The Phipps Institute, 7th and Lombard Streets, Philadelphia, PA, circa 1915.
Called the "white plague" or "consumption," tuberculosis in the 1800s killed more young adults than any other disease and was the largest cause of cardiovascular disease among adults. In the early 1900s, it was still a major killer in Philadelphia. Funded by Philadelphia-born businessman and philanthropist Henry Phipps (1839-1930), a one-time partner of Andrew Carnegie, the Phipps Institute was located in Philadelphia's oldest African-American neighborhood, at 7th and Lombard streets, to serve one of the city's poorest and most afflicted populations. There, the Institute's staff ministered to those infected with TB while researchers developed improved methods for diagnosing tuberculosis. Attached to the research staff, Siebert began working on a better material for tuberculosis skin tests.

Back in the 1880s, German scientist Robert Koch had discovered that injecting a small amount of a substance called tuberculin-a sterile liquid containing proteins taken from cultures of the tubercle bacilli-caused a mild skin reaction in patients infected with tuberculosis. This enabled doctors to determine whether someone was infected with the disease. Prior to the advent of antibiotics, treatment usually meant time in a sanitarium. But Koch's tuberculin solution, still in use in the 1920s, produced inconsistent results, so a better skin test was vital for the control and eradication of this terrible disease. Funded by the National Tuberculosis Association, Seibert worked for years to develop a more reliable skin test. In 1934, she and the Phipps Institute announced the development of Purified Protein Derivative, or PPD, a tuberculin much purer than Koch's "old tuberculin."

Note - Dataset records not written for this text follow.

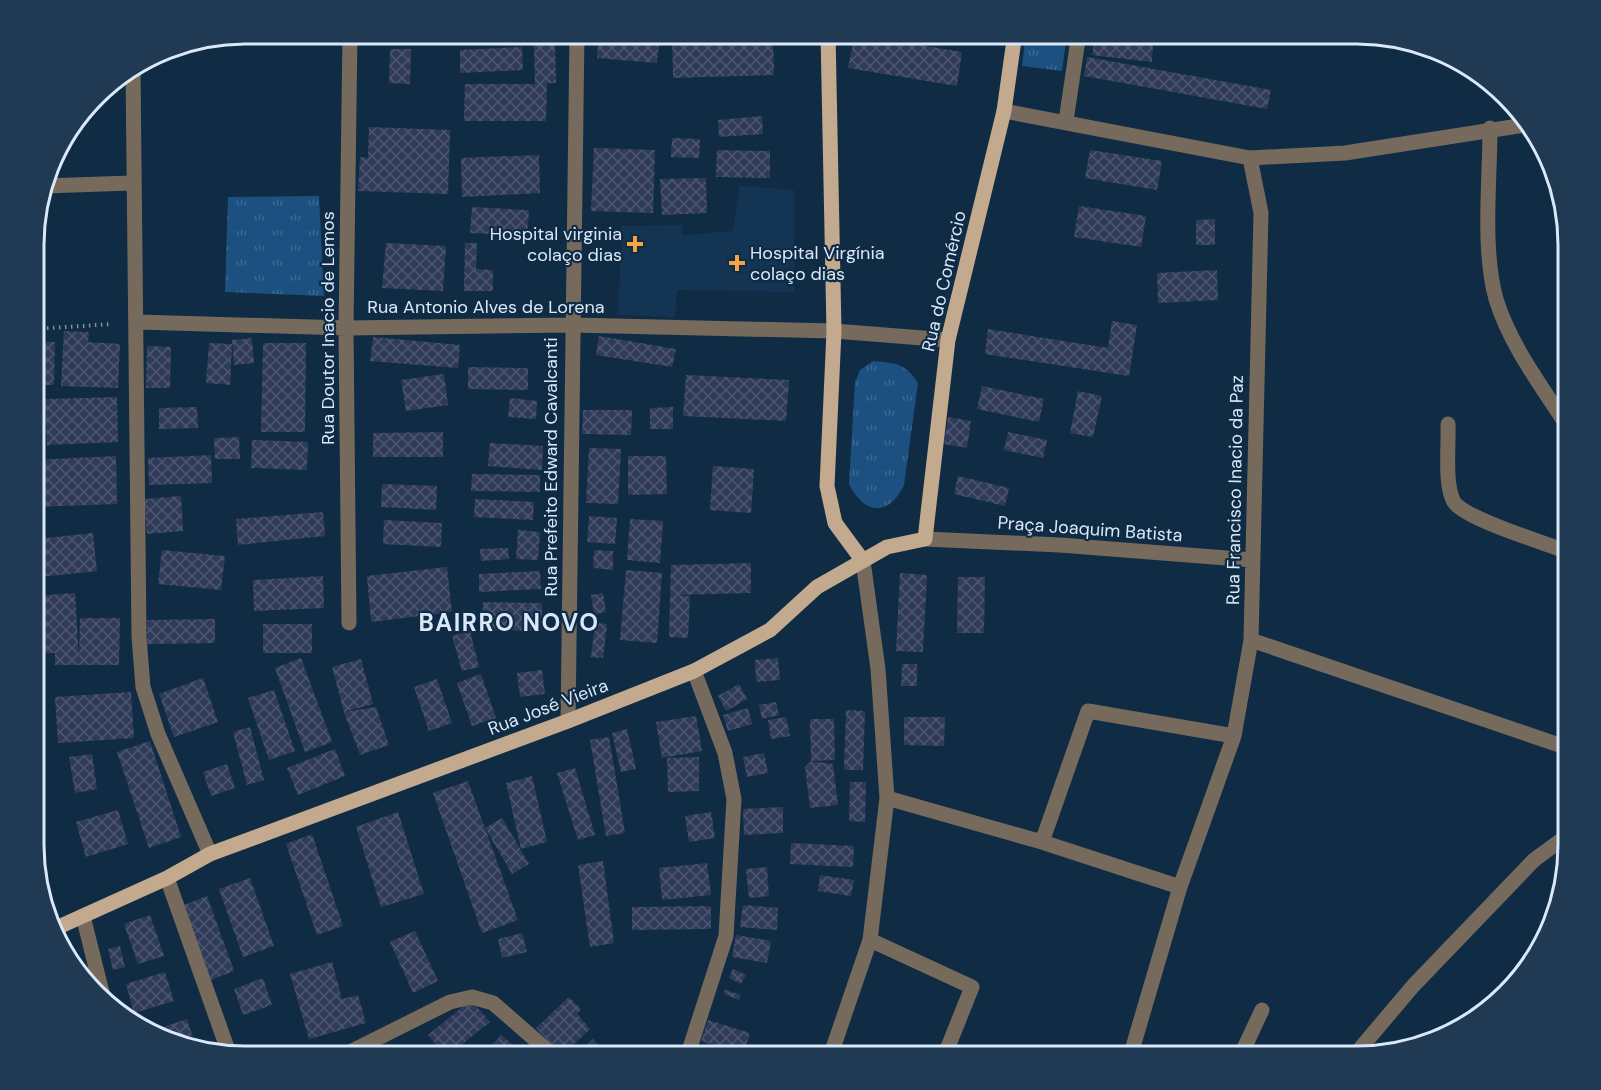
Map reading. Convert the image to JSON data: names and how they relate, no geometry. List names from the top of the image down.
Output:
{
  "streets": {
    "main road": ["Rua do Comércio", "Rua José Vieira"],
    "street": [
      "Rua Antonio Alves de Lorena",
      "Rua Doutor Inacio de Lemos",
      "Rua Prefeito Edward Cavalcanti",
      "Rua Francisco Inacio da Paz",
      "Praça Joaquim Batista"
    ]
  },
  "crossings": [
    ["Rua do Comércio", "Rua Antonio Alves de Lorena"],
    ["Rua do Comércio", "Praça Joaquim Batista"],
    ["Rua do Comércio", "Rua José Vieira"],
    ["Rua Antonio Alves de Lorena", "Rua Doutor Inacio de Lemos"],
    ["Rua Antonio Alves de Lorena", "Rua Prefeito Edward Cavalcanti"],
    ["Rua Prefeito Edward Cavalcanti", "Rua José Vieira"],
    ["Rua Francisco Inacio da Paz", "Praça Joaquim Batista"],
    ["Praça Joaquim Batista", "Rua José Vieira"]
  ],
  "districts": ["BAIRRO NOVO"],
  "places": {
    "health": ["Hospital virginia colaço dias", "Hospital Virgínia colaço dias"]
  }
}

A group of patients sit outside in the freezing cold. Snow is on the ground
"Doing Cure in Kiosk, 16 below," White Haven Sanitarium, White Haven, PA, circa...
The PPD process soon became the standard method for making test tuberculin. In 1940, Seibert began designing an even more refined standard of tuberculin purity. For a year she labored in freezing culture rooms at the Sharp and Dohme pharmaceutical company's labs in Glenolden, Pa. In 1941, the Federal government accepted her 107 grams of highly pure PPD. Adopted as the national and international standard of quality, it became known as PPD-Standard. By devising a quality tuberculin, Seibert gave doctors a better chance of diagnosing tuberculosis, thus preventing the spread of the disease in susceptible populations. Since 1953, when nearly 20,000 Americans died from tuberculosis, the combination of tuberculosis screening and strong antibiotic treatment has reduced the national total of tuberculosis deaths to a record low 646 in 2005.

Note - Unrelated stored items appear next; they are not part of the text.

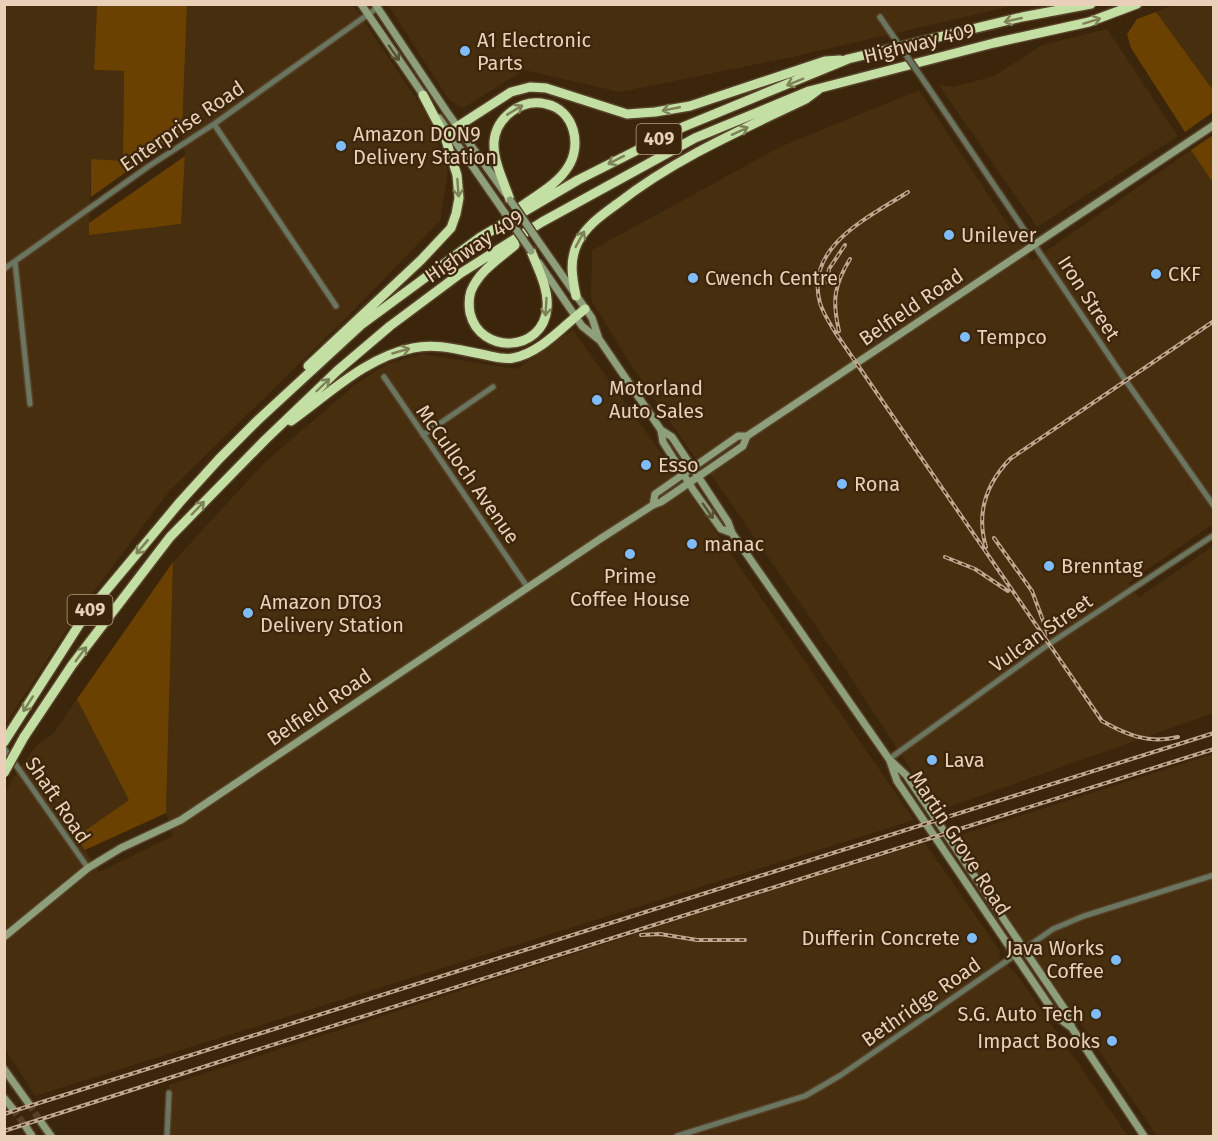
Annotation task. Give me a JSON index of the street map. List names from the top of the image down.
{
  "streets": {
    "highway": ["Highway 409", "409"],
    "main road": ["Belfield Road", "Martin Grove Road"],
    "street": [
      "Enterprise Road",
      "Iron Street",
      "McCulloch Avenue",
      "Vulcan Street",
      "Shaft Road",
      "Bethridge Road"
    ]
  },
  "crossings": [
    ["Enterprise Road", "Martin Grove Road"],
    ["Iron Street", "Belfield Road"],
    ["Belfield Road", "McCulloch Avenue"],
    ["Belfield Road", "Shaft Road"],
    ["Belfield Road", "Martin Grove Road"],
    ["Vulcan Street", "Martin Grove Road"],
    ["Martin Grove Road", "Bethridge Road"]
  ],
  "places": [
    "A1 Electronic Parts",
    "Amazon DON9 Delivery Station",
    "Unilever",
    "CKF",
    "Cwench Centre",
    "Tempco",
    "Motorland Auto Sales",
    "Esso",
    "Rona",
    "manac",
    "Prime Coffee House",
    "Brenntag",
    "Amazon DTO3 Delivery Station",
    "Lava",
    "Dufferin Concrete",
    "Java Works Coffee",
    "S.G. Auto Tech",
    "Impact Books"
  ]
}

After the World War II, Seibert turned her attention to the relationship between bacilli and cancer. Although some scientists claimed that bacteria were merely "ubiquitous contaminants" found among cancer cells, Seibert believed atypical bacilli caused high cancer rates. Her somewhat controversial assertion inspired debate that continues today. After moving to Florida, Seibert joined the staff of the Bay Pines V.A. Research Center in St. Petersburg to further study the relationship between bacteria and cancer.

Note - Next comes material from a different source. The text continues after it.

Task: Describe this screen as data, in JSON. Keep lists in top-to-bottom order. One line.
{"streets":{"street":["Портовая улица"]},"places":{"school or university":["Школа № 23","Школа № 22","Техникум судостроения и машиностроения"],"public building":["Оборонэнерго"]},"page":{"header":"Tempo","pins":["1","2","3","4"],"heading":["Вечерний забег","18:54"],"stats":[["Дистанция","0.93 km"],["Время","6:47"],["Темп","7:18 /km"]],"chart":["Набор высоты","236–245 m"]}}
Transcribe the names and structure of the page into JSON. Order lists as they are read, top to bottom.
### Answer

To this day, the combination of PPD tuberculin testing and a strong antibiotic regimen can effectively cure most forms of tuberculosis. New antibiotic resistant strains of the disease, emerging throughout the world, however, now present new challenges for epidemiologists. In 1990, Seibert was inducted into the National Women's Hall of Fame, where she joined founder of the Philadelphia Clinical Laboratory, Mary Engle Pennington and the sex chromosome researcher, Bryn Mawr biologist Nettie Stevens. Seibert died on August 23, 1991.